It's a hard time to be a charity

ByABC News
October 26, 2008, 11:01 PM

— -- Every year for the last decade, the Child and Family Network Centers, a small, Virginia-based non-profit, submitted a fundraising request to the Freddie Mac Foundation.

And every year, the charitable arm of the mortgage-finance giant contributed thousands of dollars that helped the non-profit provide education and support to hundreds of needy children.

But this year's $350,000 request went to the foundation in early September days before the federal government took over Freddie Mac and mortgage sibling Fannie Mae amid rising losses. Now, both firms' charitable grants, questioned by some as politically motivated, are on hold pending a Federal Housing Finance Agency review.

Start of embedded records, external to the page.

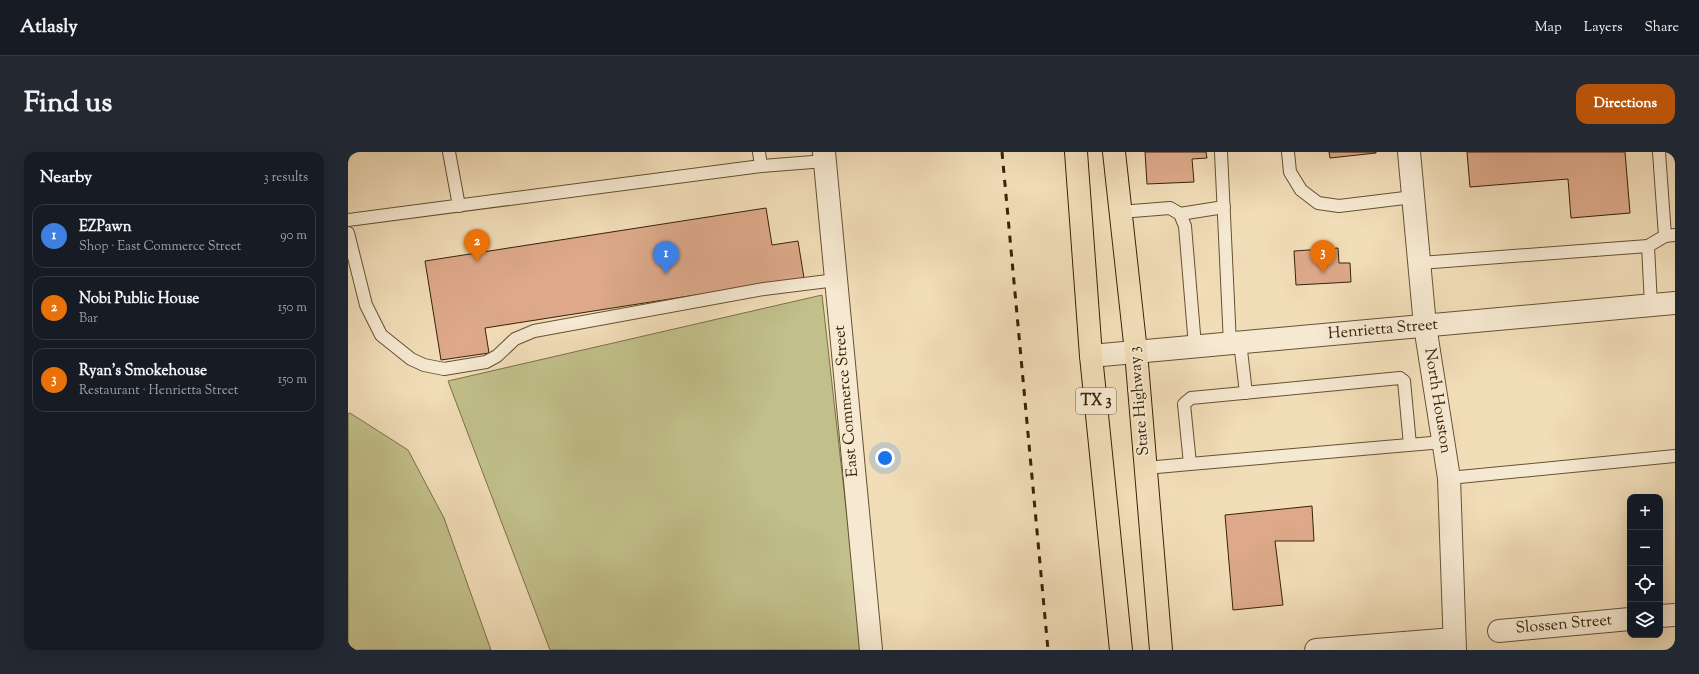 <!DOCTYPE html>
<meta charset="utf-8">
<style>
:root{--surface:#171b24;--page:#242831;--text:#f1f3f6;--muted:#9ea1a6;--line:#363941;--accent:#b45309}
body{margin:0;font-family:"Sorts Mill Goudy",serif;background:var(--page);color:var(--text)}
.controls{position:absolute;right:12px;bottom:12px;display:grid;overflow:hidden;border-radius:8px;box-shadow:0 4px 16px #0002}
.controls button{width:36px;height:36px;display:grid;place-items:center;padding:0;border:0;border-bottom:1px solid var(--line);background:var(--surface);color:var(--text);font:20px sans-serif}
.you{position:absolute;left:537px;top:306px;width:14px;height:14px;margin:-10px;border:3px solid #fff;border-radius:50%;background:#1a73e8;box-shadow:0 0 0 6px #1a73e833}
.badge{display:grid;place-items:center;width:26px;height:26px;border-radius:50%;background:var(--accent);color:#fff;font-size:13px;font-weight:700}
.pin{position:absolute;translate:-50% -33px;filter:drop-shadow(0 1px 2px #0008)}
.pin::after{content:'';position:absolute;top:21px;width:14px;height:12px;background:inherit;clip-path:polygon(0 0,100% 0,50% 100%)}
.list{margin:0;padding:0;list-style:none}
h2{display:flex;justify-content:space-between;align-items:center;height:52px;margin:0;padding:0 16px;font-size:17px}
h2 small{font-size:13px;font-weight:400;color:var(--muted)}
.list li{display:grid;grid-template-columns:26px 1fr auto;gap:12px;align-items:center;box-sizing:border-box;height:64px;margin:0 8px 8px;padding:0 8px;border:1px solid var(--line);border-radius:12px}
.list b{display:block;font-size:15px;white-space:nowrap}
.list p{margin:0;font-size:13px;white-space:nowrap;color:var(--muted)}
.list em{font-size:13px;font-style:normal;color:var(--muted)}
.icon{flex:none;width:22px;height:22px;fill:none;stroke:currentColor;stroke-width:2;stroke-linecap:round;stroke-linejoin:round}
.map{position:relative;flex:none;width:1327px;height:498px;overflow:hidden;border-radius:12px}
header{display:flex;align-items:center;gap:24px;box-sizing:border-box;height:56px;padding:0 20px;background:var(--surface);border-bottom:1px solid var(--line)}
header strong{font-size:19px}
nav{display:flex;gap:22px;margin-inline-start:auto;font-size:14px}
.intro{display:flex;align-items:center;justify-content:space-between;box-sizing:border-box;height:96px;padding:0 24px}
h1{margin:0;font-size:28px}
.button{padding:10px 18px;border-radius:12px;background:var(--accent);color:#fff;font-size:14px;font-weight:700}
main{display:flex;gap:24px;padding:0 24px}
aside{flex:1;background:var(--surface);border-radius:12px;box-shadow:0 4px 16px #0002}
.map>svg:first-child{display:block}
</style>
<header>
<strong>Atlasly</strong>
<nav><a>Map</a><a>Layers</a><a>Share</a></nav>
</header>
<div class="intro"><h1>Find us</h1><a class="button">Directions</a></div>
<main>
<aside>
<h2>Nearby<small>3 results</small></h2>
<ul class="list">
<li><span class="badge" style="background:#3f7fe0">1</span><div><b>EZPawn</b><p>Shop · East Commerce Street</p></div><em>90 m</em></li>
<li><span class="badge" style="background:#e8710a">2</span><div><b>Nobi Public House</b><p>Bar</p></div><em>150 m</em></li>
<li><span class="badge" style="background:#e8710a">3</span><div><b>Ryan's Smokehouse</b><p>Restaurant · Henrietta Street</p></div><em>150 m</em></li>
</ul>
</aside>
<div class="map">
<svg width="1327" height="498" viewBox="0 0 1327 498">
<rect width="100%" height="100%" fill="#f1ddb8"/>
<filter id="stains"><feTurbulence type="fractalNoise" baseFrequency=".005" numOctaves="4"/><feColorMatrix values="0 0 0 0 .2 0 0 0 0 .09 0 0 0 0 .02 0 0 0 .5 -.17"/></filter>
<radialGradient id="worn" r=".72"><stop offset=".6" stop-color="#630" stop-opacity="0"/><stop offset="1" stop-color="#630" stop-opacity=".3"/></radialGradient>
<g fill="#c1bf8a" stroke="#7c7049">
<polygon points="474,143 514,498 202,498 100,229"/>
<polygon points="2,261 60,298 96,366 143,498 0,498 0,262"/>
</g>
<g fill="#dda98a" stroke="#382208">
<polygon points="797,0 858,0 859,6 844,7 846,30 799,32"/>
<polygon points="981,0 1028,0 1028,1 982,6"/>
<polygon points="1119,0 1277,0 1282,61 1223,66 1220,27 1122,35"/>
<polygon points="418,56 424,93 450,89 456,126 137,176 141,201 93,208 77,109"/>
<polygon points="990,96 991,111 1002,111 1003,130 948,133 946,99"/>
<polygon points="964,354 966,389 927,389 935,453 885,458 877,363"/>
</g>
<g fill="none" stroke-linecap="round" stroke-linejoin="round">
<g stroke="#665134" stroke-width="14">
<g id="service">
<polyline points="101,0 111,54"/>
<polyline points="873,0 882,192"/>
<polyline points="940,0 942,20 953,38 970,51 991,54 1065,45"/>
<polyline points="1311,0 1317,84 1327,83"/>
<polyline points="413,14 477,9"/>
<polyline points="772,60 822,56 832,62 837,74 847,194"/>
<polyline points="832,62 876,55"/>
<polyline points="0,68 413,14 411,0"/>
<polyline points="0,81 18,153 33,183 63,207 76,213 96,217 138,210 149,204 167,187 186,179 416,137 488,128"/>
<polyline points="1072,111 1300,94"/>
<polyline points="1303,153 1300,94 1317,84"/>
<polyline points="892,190 898,241"/>
<polyline points="1062,293 1056,229 1052,226 843,246 836,252 842,312 1095,290"/>
<polyline points="798,316 842,312"/>
<polyline points="1101,326 1327,304"/>
</g>
</g>
<g stroke="#665134" stroke-width="24">
<g id="minor">
<polyline points="476,0 523,498"/>
<polyline points="1061,0 1077,174 1101,326 1107,498"/>
<polyline points="743,204 1327,151"/>
<polyline points="1312,464 1327,463"/>
<polyline points="1151,479 1282,467"/>
<polyline points="968,498 1106,487"/>
</g>
</g>
<g stroke="#382208" stroke-width="24">
<g id="primary">
<polyline points="728,0 743,204 773,498"/>
<polyline points="766,0 788,200 813,498"/>
</g>
</g>
<use href="#service" stroke="#f6e9d1" stroke-width="12"/>
<use href="#minor" stroke="#f6e9d1" stroke-width="22"/>
<use href="#primary" stroke="#f1ddb8" stroke-width="22"/>
<polyline stroke="#382208" stroke-width="3" stroke-dasharray="7 7" stroke-linecap="butt" points="654,0 700,498"/>
</g>
<g text-anchor="middle" dominant-baseline="central" stroke-width="4" stroke-linejoin="round" paint-order="stroke">
<rect fill="#f6e9d1" stroke="#715e44" stroke-width="1" x="728" y="236" width="40" height="26" rx="3"/>
<g font-size="15" font-weight="bold" fill="#382208">
<text x="748" y="249">TX 3</text>
</g>
<g font-size="16" fill="#382208" stroke="#f6e9d1">
<text transform="translate(1035 178) rotate(-5)">Henrietta Street</text>
<text transform="translate(499 249) rotate(-95)">East Commerce Street</text>
<text transform="translate(792 249) rotate(-95)">State Highway 3</text>
<text transform="translate(1089 249) rotate(81)">North Houston</text>
<text transform="translate(1216 473) rotate(-5)">Slossen Street</text>
</g>
</g>
<rect width="100%" height="100%" filter="url(#stains)"/>
<rect width="100%" height="100%" fill="url(#worn)"/>
</svg>
<div class="controls">
<button>+</button>
<button>−</button>
<button><svg class="icon" aria-label="locate" viewBox="0 0 24 24"><circle cx="12" cy="12" r="6"/><path d="M12 2v4M12 18v4M2 12h4M18 12h4"/></svg></button>
<button><svg class="icon" aria-label="layers" viewBox="0 0 24 24"><path d="M12 4l9 5-9 5-9-5zM3 14l9 5 9-5"/></svg></button>
</div>
<div class="you"></div>
<div class="pin badge" style="left:318px;top:122px;background:#3f7fe0">1</div>
<div class="pin badge" style="left:129px;top:110px;background:#e8710a">2</div>
<div class="pin badge" style="left:975px;top:121px;background:#e8710a">3</div>
</div>
</main>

"We are in deep trouble if we don't hear something soon," says Barbara Fox Mason, the non-profit's executive director. "That's the money we count on to carry us through to the holidays," when other contributions arrive.

FHFA Director James Lockhart wrote on Oct. 2 "it is envisioned" that Fannie and Freddie "will continue to make charitable contributions." Corinne Russell, an FHFA spokeswoman, said Friday no final funding decisions have been made.

"If it doesn't come through at all, we'll have to cut families," says Mason.

The economic crisis threatening the nation with the worst recession in decades has set off tremors among non-profits and charities large and small that rely on donations from Wall Street, industry and average Americans.

The potential impact is just now taking shape, because 2009 grants from many philanthropic foundations are still being set and the end-of-year holiday giving season is opening. Although it's difficult to draw broad conclusions from reports by individual charities, many non-profits say they are feeling an economic pinch.

"This is the worst fundraising environment I've ever worked in," says Jeffrey Towers, chief development officer for the American Red Cross, which won promises of $100 million from Congress this month after 2008's hurricanes, tornadoes and floods depleted the group's disaster-relief reserves.

The Red Cross is suffering as much as a 30% drop in responses and contributions from new donors, and corporate donations are "coming in at lower amounts" at the halfway point of a campaign to raise $100 million by Dec. 31, Towers says.

Across the nation, philanthropic organizations report similar omens, some tied directly to this fall's credit crisis and plunge of financial markets.